Многие свидетельства определены тем, как именно рассказчики выстраивали свои истории, которые затем рассказывали миру. Это памятники времени и месту. В бывшем Советском Союзе ряд историй не рассказывался, как объяснил Алексей Вайцен из Рязани. Алексей рассказал, что до конца 1980-х гг. он не мог говорить о том, что пережил в Собиборе. Поэтому, как утверждал он, история о страданиях евреев была закрыта.
Когда я брала интервью у Эстер Рааб в Нью-Джерси в 2010 г., там были долгие моменты, когда камеру выключали. Нам нужны были мгновения покоя. Эстер работала уборщицей в казармах украинских охранников. Вот почему она узнала Ивана Демьянюка, в то самое время представшего перед судом в Мюнхене. Она сказала, что любая женщина, которую принуждали к близости с мужчиной, всегда его узнает и вспомнит. Мы оба не хотели об этом говорить. Мне было слишком неловко спрашивать, что она имела в виду; на её лице слишком отчётливо была видна боль. Теперь мы можем только догадываться об этом. Половые связи с еврейскими женщинами официально считались позором для арийцев и вследствие этого наказывались. Между немцами и евреями было много насильственных сексуальных контактов, но Демьянюк был из Украины и не принадлежал к высшей расе.
Когда я брала интервью у выживших участников восстания, я сталкивалась с чувством стыда и вины, настолько подавленным и настолько сильно связанным с той травмой, которая его породила, что все, кого я спрашивала, отказывались говорить об этом. На самом деле, эта тема избегалась практически во всех интервью, которые я слышала, и во всех видеозаписях, которые я видела. Было общее согласие с тем, что каждому должна быть дана возможность бежать, но у людей из лагерей III и IV такого шанса никогда не было. Никто не попытался открыть для них дверь, и у людей, которые отвечали за самую грязную и отвратительную работу — газовые камеры и крематорий — не было ни единого шанса. Никто не может убедить меня не задуматься на минуту об убитых в ту же ночь и на следующий день
[210].
Арон Шнеер (Израиль)
Новые материалы о лагере смерти Собибор (по материалам архива Ильи Эренбурга и уголовным делам вахманов-травниковцев)

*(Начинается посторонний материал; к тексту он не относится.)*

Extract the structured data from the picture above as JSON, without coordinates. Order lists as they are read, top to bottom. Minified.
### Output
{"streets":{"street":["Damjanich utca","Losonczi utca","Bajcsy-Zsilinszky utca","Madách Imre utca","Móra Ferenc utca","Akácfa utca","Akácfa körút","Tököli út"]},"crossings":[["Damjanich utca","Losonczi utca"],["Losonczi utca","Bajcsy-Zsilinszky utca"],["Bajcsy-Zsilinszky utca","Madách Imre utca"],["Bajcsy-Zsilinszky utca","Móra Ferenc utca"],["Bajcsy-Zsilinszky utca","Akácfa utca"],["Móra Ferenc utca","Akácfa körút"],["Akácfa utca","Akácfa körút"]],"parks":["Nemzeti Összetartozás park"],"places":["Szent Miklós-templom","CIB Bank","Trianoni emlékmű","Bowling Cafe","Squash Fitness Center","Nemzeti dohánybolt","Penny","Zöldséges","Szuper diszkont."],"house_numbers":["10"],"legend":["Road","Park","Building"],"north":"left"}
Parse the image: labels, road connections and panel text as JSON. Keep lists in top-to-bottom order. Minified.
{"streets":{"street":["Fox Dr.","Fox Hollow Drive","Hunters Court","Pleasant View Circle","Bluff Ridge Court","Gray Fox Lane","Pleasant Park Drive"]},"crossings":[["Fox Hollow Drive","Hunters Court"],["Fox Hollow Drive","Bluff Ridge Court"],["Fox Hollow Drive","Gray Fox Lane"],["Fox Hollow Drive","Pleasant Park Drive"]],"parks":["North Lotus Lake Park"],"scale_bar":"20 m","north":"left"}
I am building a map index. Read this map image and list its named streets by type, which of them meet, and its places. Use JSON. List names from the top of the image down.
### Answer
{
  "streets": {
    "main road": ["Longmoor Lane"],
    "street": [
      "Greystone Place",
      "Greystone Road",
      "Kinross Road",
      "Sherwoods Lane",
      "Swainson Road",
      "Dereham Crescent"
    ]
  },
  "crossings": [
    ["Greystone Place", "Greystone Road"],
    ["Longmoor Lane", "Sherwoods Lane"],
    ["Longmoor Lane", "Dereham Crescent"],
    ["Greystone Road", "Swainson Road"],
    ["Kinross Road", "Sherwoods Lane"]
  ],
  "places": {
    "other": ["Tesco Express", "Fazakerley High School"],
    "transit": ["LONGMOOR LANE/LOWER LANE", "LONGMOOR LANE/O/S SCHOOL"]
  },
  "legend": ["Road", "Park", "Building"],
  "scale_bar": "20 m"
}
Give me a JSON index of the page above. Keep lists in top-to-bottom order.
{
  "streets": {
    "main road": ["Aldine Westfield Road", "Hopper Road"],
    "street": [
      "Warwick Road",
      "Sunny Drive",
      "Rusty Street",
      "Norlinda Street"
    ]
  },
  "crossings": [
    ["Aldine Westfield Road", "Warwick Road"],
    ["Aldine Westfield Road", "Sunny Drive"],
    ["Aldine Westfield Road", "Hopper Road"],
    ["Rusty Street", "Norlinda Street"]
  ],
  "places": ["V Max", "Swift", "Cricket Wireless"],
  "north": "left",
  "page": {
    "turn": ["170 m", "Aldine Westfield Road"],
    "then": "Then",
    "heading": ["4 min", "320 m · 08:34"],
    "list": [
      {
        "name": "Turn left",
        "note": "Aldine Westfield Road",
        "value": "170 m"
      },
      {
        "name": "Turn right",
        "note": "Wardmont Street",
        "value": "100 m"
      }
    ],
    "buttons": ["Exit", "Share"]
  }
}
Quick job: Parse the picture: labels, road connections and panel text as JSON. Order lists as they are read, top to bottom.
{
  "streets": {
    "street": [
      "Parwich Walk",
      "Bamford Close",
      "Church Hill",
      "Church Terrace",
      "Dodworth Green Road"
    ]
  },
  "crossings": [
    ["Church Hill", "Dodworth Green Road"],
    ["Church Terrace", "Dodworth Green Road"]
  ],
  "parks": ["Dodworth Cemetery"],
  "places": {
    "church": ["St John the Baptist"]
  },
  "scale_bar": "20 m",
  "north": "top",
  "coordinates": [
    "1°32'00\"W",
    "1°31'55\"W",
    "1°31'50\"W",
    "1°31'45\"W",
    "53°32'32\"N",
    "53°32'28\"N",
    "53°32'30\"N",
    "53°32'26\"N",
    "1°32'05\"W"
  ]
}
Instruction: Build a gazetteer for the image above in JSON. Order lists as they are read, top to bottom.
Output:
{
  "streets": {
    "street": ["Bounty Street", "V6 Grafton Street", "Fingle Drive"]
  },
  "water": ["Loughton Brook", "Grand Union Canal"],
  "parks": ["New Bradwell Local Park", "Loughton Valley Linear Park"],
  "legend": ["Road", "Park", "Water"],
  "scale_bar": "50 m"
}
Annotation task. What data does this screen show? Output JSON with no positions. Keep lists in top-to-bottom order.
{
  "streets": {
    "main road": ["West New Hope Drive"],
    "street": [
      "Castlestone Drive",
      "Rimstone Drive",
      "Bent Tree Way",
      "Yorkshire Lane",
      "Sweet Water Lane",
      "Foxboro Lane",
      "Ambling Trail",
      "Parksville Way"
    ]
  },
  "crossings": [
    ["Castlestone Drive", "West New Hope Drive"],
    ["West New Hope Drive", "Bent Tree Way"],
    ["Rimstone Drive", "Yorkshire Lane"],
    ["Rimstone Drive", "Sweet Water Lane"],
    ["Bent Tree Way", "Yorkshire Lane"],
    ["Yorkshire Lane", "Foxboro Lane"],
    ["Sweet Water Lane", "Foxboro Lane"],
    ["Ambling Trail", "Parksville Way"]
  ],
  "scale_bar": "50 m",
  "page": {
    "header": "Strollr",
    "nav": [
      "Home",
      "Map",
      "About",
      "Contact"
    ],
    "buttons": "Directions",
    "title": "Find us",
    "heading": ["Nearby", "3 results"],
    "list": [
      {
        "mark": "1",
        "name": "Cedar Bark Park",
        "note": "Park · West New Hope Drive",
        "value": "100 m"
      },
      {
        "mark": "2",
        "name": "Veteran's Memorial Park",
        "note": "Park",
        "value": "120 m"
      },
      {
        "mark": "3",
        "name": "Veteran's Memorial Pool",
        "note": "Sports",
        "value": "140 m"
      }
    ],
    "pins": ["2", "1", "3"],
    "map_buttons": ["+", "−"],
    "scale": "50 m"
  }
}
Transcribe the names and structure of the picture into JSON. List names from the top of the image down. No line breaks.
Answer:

Первые свидетельства о лагере смерти Собибор датируются концом июля-сентябрем 1944 г. в связи с освобождением Красной Армией в июле 1944 года территории лагерей Майданек, Белжец, Собибор, Треблинка и захватом при этом нескольких вахманов-травниковцев, служивших в этих лагерях, а также некоторой лагерной документации.
Кроме того, в хранящемся в Яд Вашем архиве писателя Ильи Эренбурга, имеются свидетельства спасшихся узников Собибора: Хаима Поврозника польского еврея
[211] и голландской еврейки Зелмы Вайнберг
[212]. Переведенные на русский язык свидетельства (оригиналы на голландском и польском языках отсутствуют) подвергнуты рукописной корректуре: пометки, знаки препинания, стилистические исправления, вычеркнутые слова и предложения, которые не всегда можно прочесть, внесены исправления, в результате которых сознательно скрыта национальность убийц. Например, в оригинальном тексте использовано слово: «бульбовцы»,
[213] подчеркивавшее украинское происхождение вахманов-травниковцев, заменено на слова «охранники». Конечно, необходимо отметить, что никакого отношения вахманы СС к «бульбовцам» Тараса Боровца не имели.
Именно этот машинописный текст, готовился к публикации. Однако лишь отдельные небольшие фрагменты этих отредактированных текстов вошли в «Черную книгу», в частности в очерк П. Антокольского и В. Каверина «Восстание в Собиборе»
[214]. Зачеркнутые в тексте слова и строки мной написаны курсивом, выделены и заключены в скобки.